YOUR OBJECTIVE —
Below are the records; copy exactly the lines from the first through the one containing "for (const r", both included, and leave out the pictures.

*** INPUT Section Begins ***

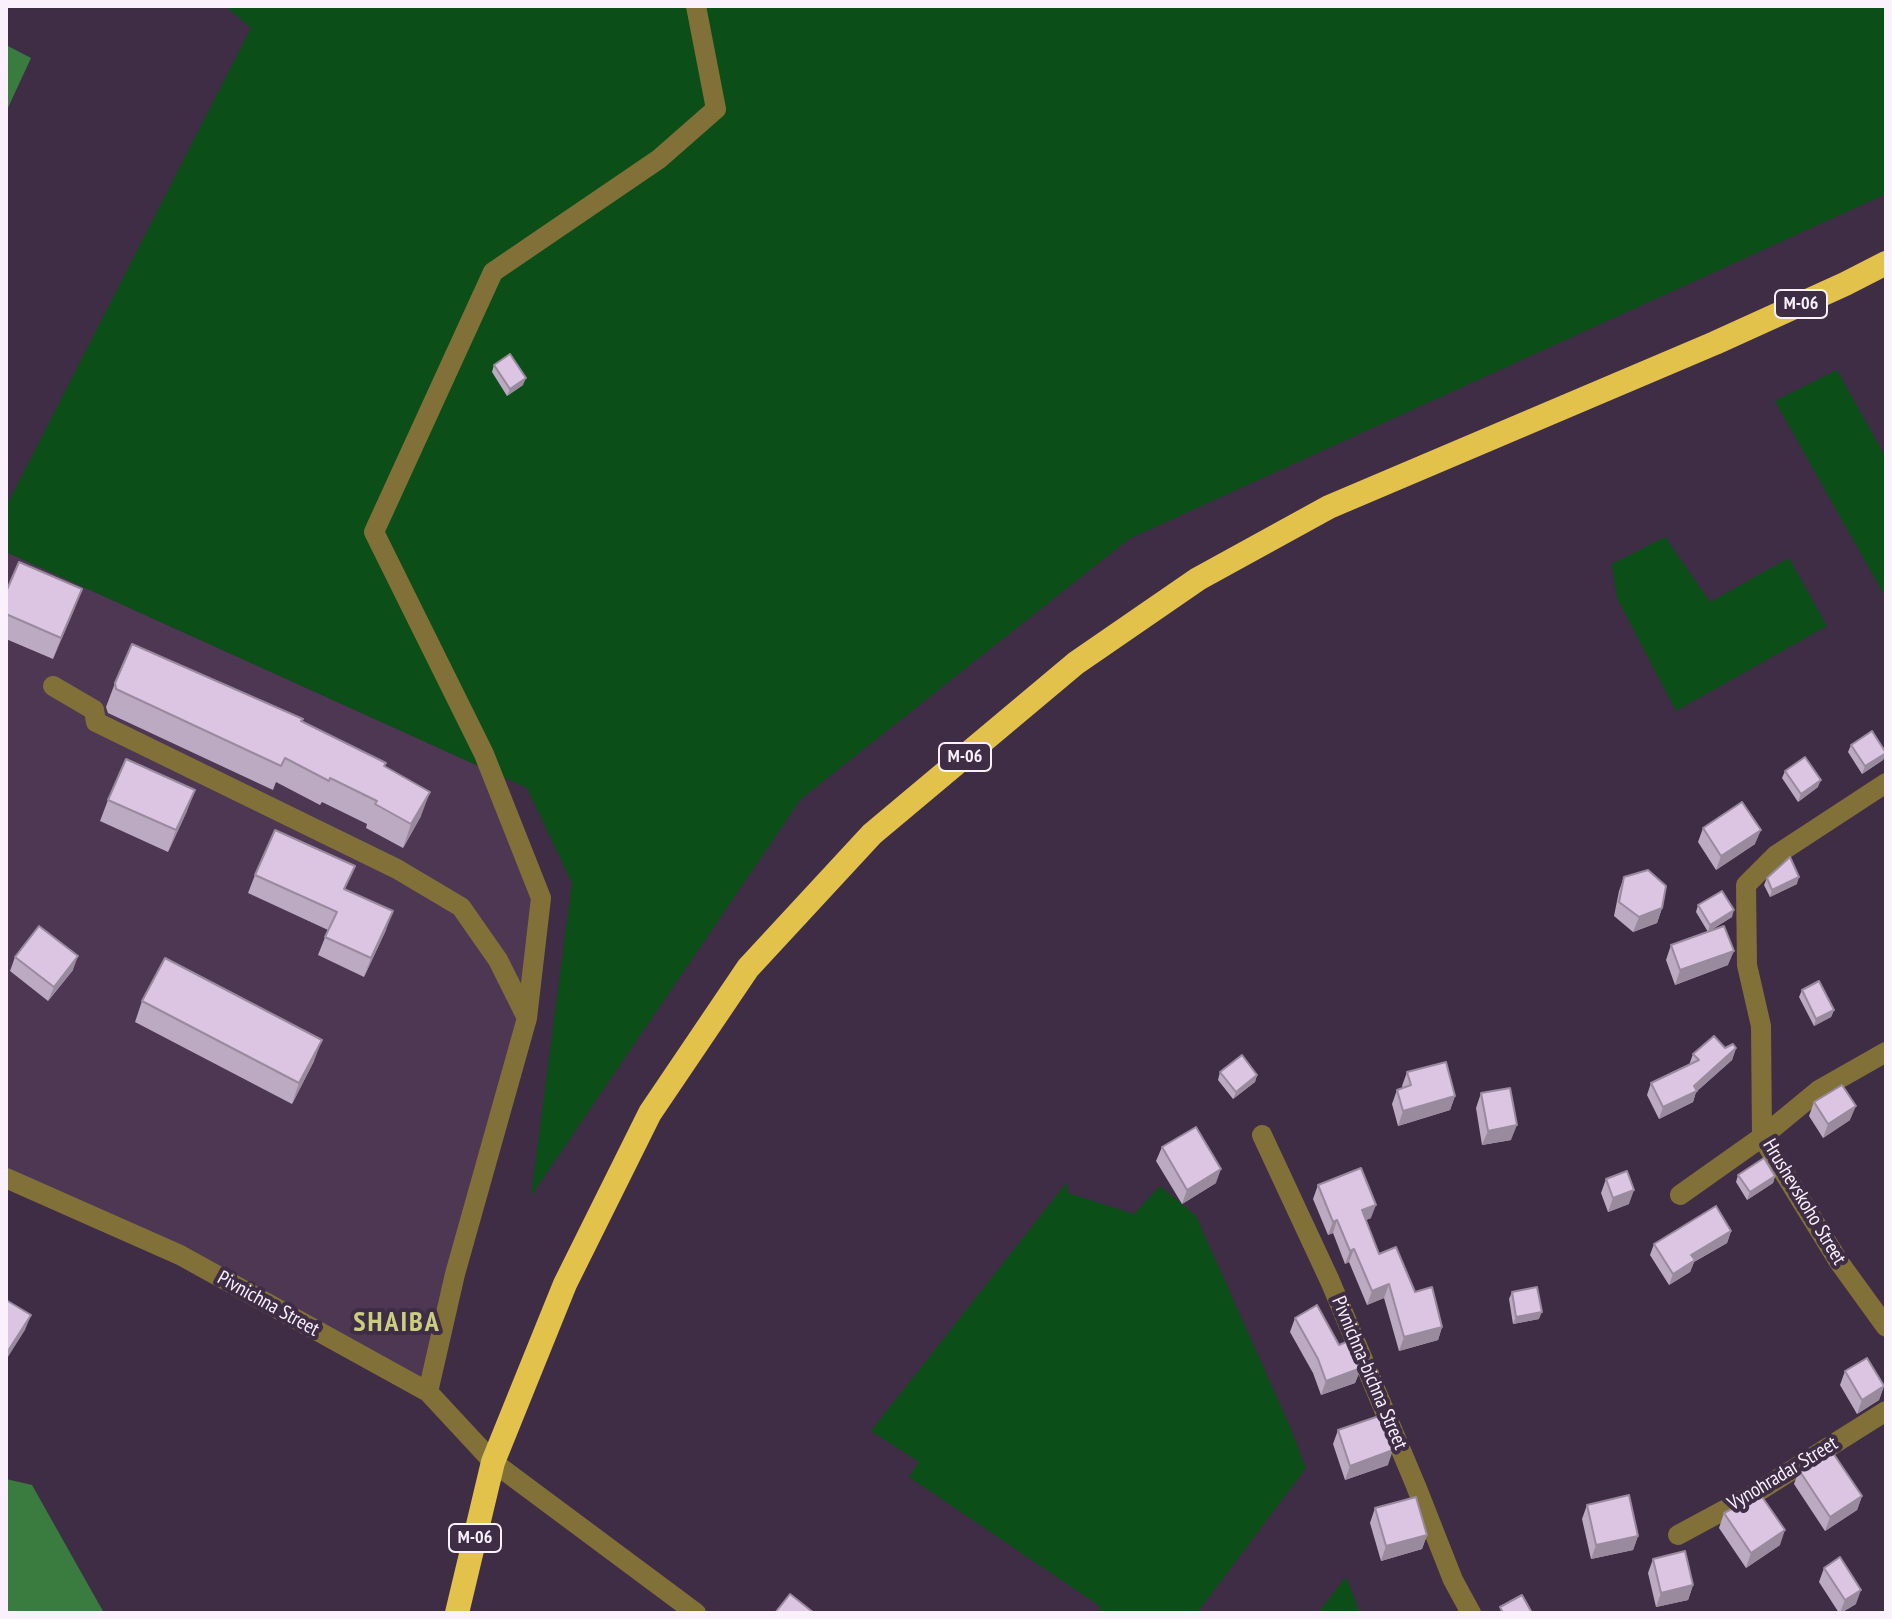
<!DOCTYPE html>
<meta charset="utf-8">
<style>
body{margin:0}
#map{position:relative;width:1892px;height:1619px;overflow:hidden;background:#3f2d45;font-family:"PT Sans Narrow",sans-serif}
canvas{display:block}
.frame{position:absolute;inset:0;border:8px solid #faf1fd;pointer-events:none}
</style>
<div id="map">
<canvas width="1892" height="1619"></canvas>
<div class="frame"></div>
</div>
<script>
const g = document.querySelector('canvas').getContext('2d');
g.lineJoin = 'round';
function paint(path, color) {
  g.fillStyle = color;
  g.fill(path, 'evenodd');
}
function toPath(rows) {
  const path = new Path2D();
  for (const r of rows) {
    path.moveTo(r[0], r[1]);
    for (let i = 2; i < r.length; i += 2) path.lineTo(r[i], r[i + 1]);
  }
  return path;
}
function trace(path, color, width, dash) {
  g.strokeStyle = color;
  g.lineWidth = width;
  g.lineCap = dash ? 'butt' : 'round';
  g.setLineDash(dash || []);
  g.stroke(path);
}
function label(font, color, halo, rows, align = 'center') {
  g.font = font + ' "PT Sans Narrow",sans-serif';
  g.lineWidth = 8;
  g.setLineDash([]);
  g.textBaseline = 'middle';
  g.strokeStyle = halo;
  g.fillStyle = color;
  for (const [text, x, y, turn = 0] of rows) {
    g.save();
    g.translate(x, y);
    g.rotate((+turn || 0) * Math.PI / 180);
    g.textAlign = isNaN(turn) ? turn : align;
    if (halo) g.strokeText(text, 0, 0);
    g.fillText(text, 0, 0);
    g.restore();
  }
}
const built = toPath([
 [6,552,490,771,541,898,527,1018,428,1392,180,1255,6,1178]
]);
const green = toPath([
 [225,6,1886,6,1886,194,1129,539,801,799,531,1196,572,883,527,788,6,552,6,507,251,28],
 [1837,370,1886,458,1886,592,1883,593,1775,401],
 [1665,537,1710,602,1789,558,1827,626,1676,711,1617,598,1612,564],
 [1067,1182,1068,1193,1134,1214,1160,1186,1196,1216,1290,1427,1306,1468,1197,1613,1097,1613,1101,1607,909,1477,919,1462,871,1431],
 [1346,1577,1360,1613,1318,1613]
]);
const forest = toPath([
 [6,45,31,58,6,112],
 [6,1479,32,1485,104,1613,6,1613]
]);
const minor = toPath([
 [53,686,94,710,96,722,397,869,461,907,498,960,527,1018],
 [1886,783,1776,855,1746,885,1747,965,1761,1026,1762,1137,1839,1262,1886,1327],
 [1262,1135,1330,1281,1416,1486,1453,1580,1471,1613],
 [6,1178,180,1255,428,1392,493,1462,696,1613],
 [1680,1195,1762,1137,1819,1090,1886,1052],
 [428,1392,455,1274,527,1018,541,898,484,754,374,532,493,272,659,159,716,109,696,6],
 [1678,1535,1754,1494,1886,1411]
]);
const highway = toPath([
 [457,1613,493,1462,565,1284,650,1113,748,968,872,834,1076,663,1198,579,1329,507,1715,343,1845,284,1886,263]
]);
const wall = toPath([
 [494,365,523,385,507,396,492,372],
 [82,589,53,659,6,639,6,592],
 [115,683,302,722,385,766,421,816,403,848,366,828,367,824,322,802,320,805,276,782,273,790,108,713,106,707],
 [1851,745,1886,753,1883,760,1862,774,1848,752],
 [1785,771,1818,787,1798,802,1782,778],
 [108,800,187,811,168,852,100,821],
 [1703,828,1755,844,1716,870,1698,842],
 [255,875,346,889,386,930,364,977,318,955,328,930,248,893],
 [1624,877,1662,908,1657,923,1633,932,1614,916,1619,891],
 [1767,878,1797,884,1770,897,1764,885],
 [1698,905,1732,917,1708,932,1696,912],
 [1671,945,1728,965,1675,985,1666,960],
 [15,957,73,970,48,1001,10,971],
 [1802,990,1834,1010,1831,1017,1814,1026,1799,997],
 [142,1001,314,1061,292,1104,135,1022],
 [1725,1048,1736,1048,1732,1060,1696,1092,1693,1102,1659,1119,1647,1095,1651,1083,1689,1065,1693,1054],
 [1220,1072,1257,1075,1255,1082,1233,1099,1218,1080],
 [1407,1072,1455,1096,1450,1110,1398,1126,1392,1104,1397,1090,1403,1088,1402,1086],
 [1481,1093,1511,1140,1482,1145,1476,1108],
 [1814,1102,1850,1120,1823,1138,1809,1116],
 [1162,1147,1216,1183,1182,1204,1156,1161],
 [1738,1175,1775,1176,1773,1183,1747,1200,1736,1182],
 [1606,1179,1629,1204,1608,1212,1601,1193],
 [1318,1185,1371,1218,1366,1220,1379,1254,1415,1292,1442,1327,1438,1340,1399,1351,1384,1298,1367,1305,1349,1262,1345,1264,1333,1233,1328,1235,1313,1199],
 [1731,1231,1727,1243,1694,1262,1690,1272,1669,1285,1650,1255,1654,1244],
 [1512,1292,1539,1319,1513,1324,1509,1299],
 [1295,1318,1339,1345,1361,1368,1355,1383,1321,1395,1313,1373,1290,1332],
 [1845,1371,1884,1386,1879,1400,1857,1414,1840,1385],
 [1338,1430,1388,1465,1345,1480,1333,1444],
 [1799,1470,1862,1496,1857,1510,1825,1531,1794,1484],
 [1587,1505,1638,1536,1633,1550,1591,1559,1582,1519],
 [1375,1508,1427,1535,1422,1549,1381,1561,1370,1523],
 [1724,1513,1780,1545,1746,1568,1719,1528],
 [1653,1559,1693,1585,1688,1600,1656,1607,1648,1573],
 [1824,1568,1856,1604,1841,1613,1839,1613,1819,1582]
]);
const shadedWall = toPath([
 [526,378,523,385,507,396,510,389],
 [82,589,74,610,53,659,61,638],
 [1886,753,1883,760,1862,774,1865,766],
 [1821,780,1818,787,1798,802,1801,794],
 [195,790,187,811,168,852,176,830],
 [430,792,421,816,403,848,411,824],
 [1761,830,1755,844,1716,870,1721,856],
 [1799,877,1797,884,1770,897,1772,890],
 [1662,908,1657,923,1633,932,1639,917],
 [1734,910,1732,917,1708,932,1710,925],
 [393,911,386,930,364,977,371,958],
 [1734,951,1728,965,1675,985,1680,970],
 [78,956,73,970,48,1001,54,987],
 [1834,1010,1831,1017,1814,1026,1816,1019],
 [322,1040,314,1061,292,1104,299,1083],
 [1736,1048,1732,1060,1696,1092,1693,1102,1659,1119,1663,1107,1694,1086],
 [1257,1075,1255,1082,1233,1099,1236,1092],
 [1455,1096,1450,1110,1398,1126,1403,1111],
 [1856,1106,1850,1120,1823,1138,1828,1124],
 [1517,1125,1511,1140,1482,1145,1488,1131],
 [1221,1169,1216,1183,1182,1204,1187,1190],
 [1775,1176,1773,1183,1747,1200,1750,1192],
 [1634,1190,1629,1204,1608,1212,1613,1198],
 [1376,1205,1371,1218,1358,1223,1362,1210],
 [1337,1220,1333,1233,1328,1235,1333,1222],
 [1731,1231,1727,1243,1694,1262,1690,1272,1669,1285,1673,1274,1691,1255],
 [1354,1249,1349,1262,1345,1264,1350,1251],
 [1389,1284,1384,1298,1367,1305,1372,1291],
 [1542,1312,1539,1319,1513,1324,1516,1317],
 [31,1315,25,1330,6,1360,6,1354],
 [1442,1327,1438,1340,1399,1351,1404,1337],
 [1361,1368,1355,1383,1321,1395,1326,1381],
 [1884,1386,1879,1400,1857,1414,1862,1400],
 [1393,1450,1388,1465,1345,1480,1350,1466],
 [1862,1496,1857,1510,1825,1531,1830,1517],
 [1785,1530,1780,1545,1746,1568,1751,1553],
 [1427,1535,1422,1549,1381,1561,1386,1546],
 [1638,1536,1633,1550,1591,1559,1596,1545],
 [1693,1585,1688,1600,1656,1607,1661,1593],
 [1861,1590,1856,1604,1840,1613,1845,1600]
]);
const building = toPath([
 [510,354,526,378,510,389,494,365,510,354],
 [19,562,82,589,61,638,6,614,6,592,19,562],
 [132,644,303,719,301,721,386,763,384,766,430,792,411,824,375,804,377,801,330,778,329,781,285,758,281,766,116,689,115,683,132,644],
 [1872,731,1886,753,1865,766,1851,745,1872,731],
 [1805,757,1821,780,1801,794,1785,771,1805,757],
 [126,759,195,790,176,830,108,800,126,759],
 [1742,802,1761,830,1721,856,1703,828,1742,802],
 [275,830,355,866,344,889,393,911,371,958,325,937,337,912,255,875,275,830],
 [1790,857,1799,877,1772,890,1767,878,1790,857],
 [1648,870,1666,886,1662,908,1639,917,1619,902,1624,877,1648,870],
 [1722,891,1734,910,1710,925,1698,905,1722,891],
 [39,926,78,956,54,987,15,957,39,926],
 [1724,926,1734,951,1680,970,1671,945,1724,926],
 [165,958,322,1040,299,1083,142,1001,165,958],
 [1819,981,1834,1010,1816,1019,1802,990,1819,981],
 [1714,1036,1725,1048,1733,1044,1736,1048,1694,1086,1697,1091,1663,1107,1651,1083,1699,1060,1693,1054,1714,1036],
 [1242,1055,1257,1075,1236,1092,1220,1072,1242,1055],
 [1446,1062,1455,1096,1403,1111,1397,1090,1411,1085,1407,1072,1446,1062],
 [1842,1085,1856,1106,1828,1124,1814,1102,1842,1085],
 [1510,1088,1517,1125,1488,1131,1481,1093,1510,1088],
 [1196,1127,1221,1169,1187,1190,1162,1147,1196,1127],
 [1764,1158,1775,1176,1750,1192,1738,1175,1764,1158],
 [1361,1168,1376,1205,1362,1210,1379,1254,1396,1247,1415,1292,1432,1287,1442,1327,1404,1337,1389,1284,1372,1291,1354,1249,1350,1251,1337,1220,1333,1222,1318,1185,1361,1168],
 [1627,1171,1634,1190,1613,1198,1606,1179,1627,1171],
 [1716,1206,1731,1231,1691,1255,1695,1260,1673,1274,1654,1244,1716,1206],
 [1537,1287,1542,1312,1516,1317,1512,1292,1537,1287],
 [6,1300,31,1315,6,1354,6,1300],
 [1317,1305,1339,1345,1351,1340,1361,1368,1326,1381,1318,1359,1295,1318,1317,1305],
 [1867,1358,1884,1386,1862,1400,1845,1371,1867,1358],
 [1382,1415,1393,1450,1350,1466,1338,1430,1382,1415],
 [1831,1450,1862,1496,1830,1517,1799,1470,1831,1450],
 [1760,1494,1785,1530,1751,1553,1724,1513,1760,1494],
 [1629,1495,1638,1536,1596,1545,1587,1505,1629,1495],
 [1416,1497,1427,1535,1386,1546,1375,1508,1416,1497],
 [1685,1551,1693,1585,1661,1593,1653,1559,1685,1551],
 [1840,1557,1861,1590,1845,1600,1824,1568,1840,1557],
 [790,1594,814,1613,775,1613,790,1594],
 [1522,1595,1532,1613,1503,1613,1500,1607,1522,1595]
]);
const shields = [
 [1801,304,52],
 [965,757,52],
 [475,1538,52]
];
const shieldNames = [
 ["М-06",1801,304],
 ["М-06",965,757],
 ["М-06",475,1538]
];
const streetNames = [
 ["Hrushevskoho Street",1804,1202,59],
 ["Pivnichna Street",268,1304,29],
 ["Pivnichna-bichna Street",1369,1373,67],
 ["Vynohradar Street",1783,1474,-31]
];
const districtNames = [
 ["SHAIBA",397,1323]
];
paint(built, '#4d3753');
paint(green, '#0b4e17');
paint(forest, '#3a7c40');
trace(minor, '#817138', 20);
trace(highway, '#e3c24c', 24);
paint(wall, '#bca9c2');
paint(shadedWall, '#998a9e');
paint(building, '#dbc5e2');
trace(building, '#998a9e', 2);
for (const [x, y, w] of shields) {
  const box = new Path2D();
  box.roundRect(x - w / 2, y - 14, w, 28, 6);
  g.fillStyle = '#3f2d45';
  g.fill(box);
  trace(box, '#faf1fd', 2);
}
label('bold 18px', '#faf1fd', null, shieldNames);
label('20px', '#faf1fd', '#3f2d45', streetNames);
g.letterSpacing = '2px';
label('bold 28px', '#cbcd7f', '#3f2d45', districtNames);
g.letterSpacing = '0px';
</script>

*** INPUT Section Ends ***

THE ANSWER —
<!DOCTYPE html>
<meta charset="utf-8">
<style>
body{margin:0}
#map{position:relative;width:1892px;height:1619px;overflow:hidden;background:#3f2d45;font-family:"PT Sans Narrow",sans-serif}
canvas{display:block}
.frame{position:absolute;inset:0;border:8px solid #faf1fd;pointer-events:none}
</style>
<div id="map">
<canvas width="1892" height="1619"></canvas>
<div class="frame"></div>
</div>
<script>
const g = document.querySelector('canvas').getContext('2d');
g.lineJoin = 'round';
function paint(path, color) {
  g.fillStyle = color;
  g.fill(path, 'evenodd');
}
function toPath(rows) {
  const path = new Path2D();
  for (const r of rows) {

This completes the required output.